Hi Andrew, On 2013-06-04 19:12, Andrew Spiers wrote:
Is this the best way?
dpkg -L python-docutils | xargs ls -dF | grep \*
Certainly not! parsing ls is almost *always* the wrong answer http://mywiki.wooledge.org/ParsingLs
I used to do
dpkg -L python-docutils | grep bin
Yeah, also not reliable, because some executables may be library-type binaries that are separate binaries but not expected to be called in isolation. These would likely go in *lib/. As an example: mattcen@owen:tmp$ dpkg -L mutt | while read -r file; do test -f "$file" && test -x "$file" && echo "$file"; done /usr/bin/smime_keys /usr/bin/mutt-org /usr/bin/mutt_dotlock /usr/lib/mutt/mailto-mutt /usr/lib/mutt/pgpring /usr/lib/mutt/mailspell /usr/lib/mutt/debian-ldap-query /usr/lib/mutt/pgpewrap /usr/lib/mutt/source-muttrc.d /usr/share/bug/mutt/script Note the above command: This is how I'd find executable files in a package. Note echos files that are (a) a file (as opposed to a directory, link, etc.), and (b) are executable by the current user. See 'help test' for more information.

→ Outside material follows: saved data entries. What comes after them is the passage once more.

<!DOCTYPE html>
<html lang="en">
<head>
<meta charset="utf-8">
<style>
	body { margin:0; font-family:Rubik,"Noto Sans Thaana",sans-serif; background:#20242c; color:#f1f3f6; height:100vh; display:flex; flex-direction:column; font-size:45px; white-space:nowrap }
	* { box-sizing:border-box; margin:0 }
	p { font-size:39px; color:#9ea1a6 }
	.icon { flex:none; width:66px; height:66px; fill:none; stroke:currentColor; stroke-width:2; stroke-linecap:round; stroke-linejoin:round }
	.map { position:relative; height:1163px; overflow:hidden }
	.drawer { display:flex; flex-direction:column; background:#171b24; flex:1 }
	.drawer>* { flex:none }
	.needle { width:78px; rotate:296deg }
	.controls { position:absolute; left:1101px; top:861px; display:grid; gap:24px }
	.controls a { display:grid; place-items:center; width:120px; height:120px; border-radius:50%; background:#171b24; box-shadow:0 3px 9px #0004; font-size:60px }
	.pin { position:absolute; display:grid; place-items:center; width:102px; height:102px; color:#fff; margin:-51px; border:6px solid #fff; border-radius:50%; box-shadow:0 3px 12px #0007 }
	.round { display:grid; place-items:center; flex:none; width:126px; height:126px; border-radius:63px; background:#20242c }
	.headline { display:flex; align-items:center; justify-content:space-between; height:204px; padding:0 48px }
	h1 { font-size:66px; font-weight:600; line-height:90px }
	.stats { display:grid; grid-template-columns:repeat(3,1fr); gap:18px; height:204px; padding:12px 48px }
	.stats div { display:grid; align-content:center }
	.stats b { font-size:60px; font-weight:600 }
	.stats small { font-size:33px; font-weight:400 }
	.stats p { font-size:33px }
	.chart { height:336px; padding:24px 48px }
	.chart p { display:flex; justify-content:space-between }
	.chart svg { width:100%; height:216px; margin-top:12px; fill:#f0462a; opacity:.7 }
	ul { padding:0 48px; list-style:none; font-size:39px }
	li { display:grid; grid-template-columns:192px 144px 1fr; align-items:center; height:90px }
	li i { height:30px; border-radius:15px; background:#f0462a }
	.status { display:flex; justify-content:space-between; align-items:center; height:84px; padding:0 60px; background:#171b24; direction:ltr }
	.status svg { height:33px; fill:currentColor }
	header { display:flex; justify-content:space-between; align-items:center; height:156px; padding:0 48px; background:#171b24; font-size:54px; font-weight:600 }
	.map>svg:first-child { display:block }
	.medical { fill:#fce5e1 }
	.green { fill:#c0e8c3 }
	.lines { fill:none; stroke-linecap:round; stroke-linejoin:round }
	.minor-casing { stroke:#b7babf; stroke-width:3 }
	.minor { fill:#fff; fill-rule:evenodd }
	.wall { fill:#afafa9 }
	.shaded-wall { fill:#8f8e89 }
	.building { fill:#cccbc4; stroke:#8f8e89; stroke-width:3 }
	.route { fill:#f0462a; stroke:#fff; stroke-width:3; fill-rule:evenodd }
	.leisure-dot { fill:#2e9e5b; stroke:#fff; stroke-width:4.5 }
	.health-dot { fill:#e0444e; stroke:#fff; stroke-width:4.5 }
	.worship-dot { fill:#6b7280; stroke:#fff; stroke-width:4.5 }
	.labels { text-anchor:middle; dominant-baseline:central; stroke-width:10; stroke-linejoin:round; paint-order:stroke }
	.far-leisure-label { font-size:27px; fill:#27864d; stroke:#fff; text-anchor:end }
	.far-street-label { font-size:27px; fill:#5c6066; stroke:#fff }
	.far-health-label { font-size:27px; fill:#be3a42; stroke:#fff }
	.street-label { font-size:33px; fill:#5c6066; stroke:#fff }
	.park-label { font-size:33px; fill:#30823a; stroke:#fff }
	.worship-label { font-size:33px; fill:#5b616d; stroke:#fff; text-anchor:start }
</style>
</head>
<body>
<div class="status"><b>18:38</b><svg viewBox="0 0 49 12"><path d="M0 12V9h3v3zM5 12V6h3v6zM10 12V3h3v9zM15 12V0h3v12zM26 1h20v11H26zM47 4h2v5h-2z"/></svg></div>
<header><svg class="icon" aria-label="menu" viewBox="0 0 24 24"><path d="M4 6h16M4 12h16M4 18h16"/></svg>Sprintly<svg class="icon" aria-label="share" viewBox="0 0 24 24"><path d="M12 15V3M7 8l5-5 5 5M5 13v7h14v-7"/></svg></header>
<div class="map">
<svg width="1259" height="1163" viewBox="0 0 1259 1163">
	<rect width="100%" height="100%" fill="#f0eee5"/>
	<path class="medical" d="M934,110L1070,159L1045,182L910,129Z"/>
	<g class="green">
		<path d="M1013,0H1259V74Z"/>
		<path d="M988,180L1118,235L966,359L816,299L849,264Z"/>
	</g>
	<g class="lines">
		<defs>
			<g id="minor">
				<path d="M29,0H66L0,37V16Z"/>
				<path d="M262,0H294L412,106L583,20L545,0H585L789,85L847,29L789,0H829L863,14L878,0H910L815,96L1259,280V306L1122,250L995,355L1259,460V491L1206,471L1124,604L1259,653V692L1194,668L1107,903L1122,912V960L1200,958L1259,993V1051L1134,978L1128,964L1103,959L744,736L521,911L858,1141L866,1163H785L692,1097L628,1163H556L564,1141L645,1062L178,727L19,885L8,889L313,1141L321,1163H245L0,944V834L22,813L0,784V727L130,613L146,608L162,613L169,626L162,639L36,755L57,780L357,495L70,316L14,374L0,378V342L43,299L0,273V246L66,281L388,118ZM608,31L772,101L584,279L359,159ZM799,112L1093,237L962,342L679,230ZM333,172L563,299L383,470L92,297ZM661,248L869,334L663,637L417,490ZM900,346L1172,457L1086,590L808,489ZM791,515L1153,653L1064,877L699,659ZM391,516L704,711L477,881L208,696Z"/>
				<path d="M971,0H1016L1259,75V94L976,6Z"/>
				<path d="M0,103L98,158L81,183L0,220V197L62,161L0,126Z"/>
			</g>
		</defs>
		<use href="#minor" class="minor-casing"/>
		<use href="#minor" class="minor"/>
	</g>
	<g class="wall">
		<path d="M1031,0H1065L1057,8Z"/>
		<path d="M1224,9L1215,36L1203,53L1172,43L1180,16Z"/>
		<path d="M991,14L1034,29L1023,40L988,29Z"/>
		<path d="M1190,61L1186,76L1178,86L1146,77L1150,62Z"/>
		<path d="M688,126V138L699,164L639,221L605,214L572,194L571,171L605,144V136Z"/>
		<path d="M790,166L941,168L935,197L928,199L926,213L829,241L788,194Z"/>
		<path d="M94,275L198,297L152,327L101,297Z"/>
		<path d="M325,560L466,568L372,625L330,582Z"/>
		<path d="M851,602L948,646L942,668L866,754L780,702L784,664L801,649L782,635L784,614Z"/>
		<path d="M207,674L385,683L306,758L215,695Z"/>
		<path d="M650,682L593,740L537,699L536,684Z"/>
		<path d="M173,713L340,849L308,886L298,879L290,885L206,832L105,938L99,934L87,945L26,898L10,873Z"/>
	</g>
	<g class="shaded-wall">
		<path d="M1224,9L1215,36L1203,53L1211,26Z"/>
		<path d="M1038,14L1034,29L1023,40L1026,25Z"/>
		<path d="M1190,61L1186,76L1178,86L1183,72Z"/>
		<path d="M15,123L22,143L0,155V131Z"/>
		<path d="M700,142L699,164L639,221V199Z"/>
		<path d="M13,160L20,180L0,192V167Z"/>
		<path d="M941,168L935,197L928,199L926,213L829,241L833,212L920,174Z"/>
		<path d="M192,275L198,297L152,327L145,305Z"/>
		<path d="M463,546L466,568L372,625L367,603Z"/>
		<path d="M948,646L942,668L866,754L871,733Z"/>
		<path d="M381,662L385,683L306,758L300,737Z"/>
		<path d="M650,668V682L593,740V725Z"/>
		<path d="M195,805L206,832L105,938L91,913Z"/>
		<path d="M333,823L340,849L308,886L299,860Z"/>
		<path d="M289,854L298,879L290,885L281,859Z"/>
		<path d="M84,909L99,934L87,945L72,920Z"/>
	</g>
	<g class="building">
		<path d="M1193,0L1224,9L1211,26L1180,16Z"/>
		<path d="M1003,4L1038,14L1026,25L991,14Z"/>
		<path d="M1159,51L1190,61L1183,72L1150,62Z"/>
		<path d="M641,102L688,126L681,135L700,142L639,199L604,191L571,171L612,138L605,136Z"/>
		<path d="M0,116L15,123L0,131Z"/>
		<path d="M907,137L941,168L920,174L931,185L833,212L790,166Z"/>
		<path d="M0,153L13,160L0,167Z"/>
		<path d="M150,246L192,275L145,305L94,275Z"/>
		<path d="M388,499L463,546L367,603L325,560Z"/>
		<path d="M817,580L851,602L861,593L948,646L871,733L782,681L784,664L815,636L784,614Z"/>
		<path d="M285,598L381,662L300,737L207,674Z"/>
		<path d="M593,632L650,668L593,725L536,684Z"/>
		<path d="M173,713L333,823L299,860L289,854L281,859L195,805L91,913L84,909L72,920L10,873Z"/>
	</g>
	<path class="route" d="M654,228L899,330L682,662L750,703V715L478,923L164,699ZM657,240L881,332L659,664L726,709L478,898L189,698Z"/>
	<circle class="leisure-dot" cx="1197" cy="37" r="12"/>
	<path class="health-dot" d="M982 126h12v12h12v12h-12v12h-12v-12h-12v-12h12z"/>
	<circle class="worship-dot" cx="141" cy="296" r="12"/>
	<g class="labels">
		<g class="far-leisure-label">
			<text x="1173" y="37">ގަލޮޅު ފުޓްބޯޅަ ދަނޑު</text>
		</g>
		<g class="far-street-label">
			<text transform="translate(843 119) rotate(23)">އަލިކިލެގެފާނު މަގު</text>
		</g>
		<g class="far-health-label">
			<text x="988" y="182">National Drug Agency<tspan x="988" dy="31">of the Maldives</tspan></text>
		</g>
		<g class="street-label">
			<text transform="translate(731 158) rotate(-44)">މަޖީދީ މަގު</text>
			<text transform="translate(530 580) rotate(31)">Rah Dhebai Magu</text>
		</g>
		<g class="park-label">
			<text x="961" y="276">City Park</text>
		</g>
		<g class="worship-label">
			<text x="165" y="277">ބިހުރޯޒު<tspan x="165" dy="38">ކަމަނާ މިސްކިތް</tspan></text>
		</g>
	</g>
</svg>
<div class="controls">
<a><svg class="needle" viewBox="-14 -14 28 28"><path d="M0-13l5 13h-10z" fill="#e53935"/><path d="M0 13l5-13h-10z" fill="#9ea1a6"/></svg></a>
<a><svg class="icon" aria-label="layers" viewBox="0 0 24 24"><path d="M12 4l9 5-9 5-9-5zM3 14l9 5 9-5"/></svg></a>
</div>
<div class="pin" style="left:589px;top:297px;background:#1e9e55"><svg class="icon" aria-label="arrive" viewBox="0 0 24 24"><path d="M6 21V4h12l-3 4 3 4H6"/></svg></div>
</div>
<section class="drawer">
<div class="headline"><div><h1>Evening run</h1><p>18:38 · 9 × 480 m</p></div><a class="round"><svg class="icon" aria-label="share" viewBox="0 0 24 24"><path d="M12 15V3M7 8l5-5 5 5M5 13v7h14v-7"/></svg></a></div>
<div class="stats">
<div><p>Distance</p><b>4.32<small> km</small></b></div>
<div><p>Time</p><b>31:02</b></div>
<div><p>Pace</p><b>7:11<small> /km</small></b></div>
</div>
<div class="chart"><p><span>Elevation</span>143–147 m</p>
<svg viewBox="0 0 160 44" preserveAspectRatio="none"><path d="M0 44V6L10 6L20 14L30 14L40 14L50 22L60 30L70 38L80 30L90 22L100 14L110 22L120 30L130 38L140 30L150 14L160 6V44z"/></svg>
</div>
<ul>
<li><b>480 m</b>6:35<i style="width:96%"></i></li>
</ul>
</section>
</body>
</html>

but it seems this doesn't catch them all.
Also, should all executable files be in bin/ directories according to the Debian packaging guidelines or the filesystem hierarchy standard?
See above. Further, example scripts may live in /usr/share, and these may be executable too.
I couldn't find an answer to that with a quick look.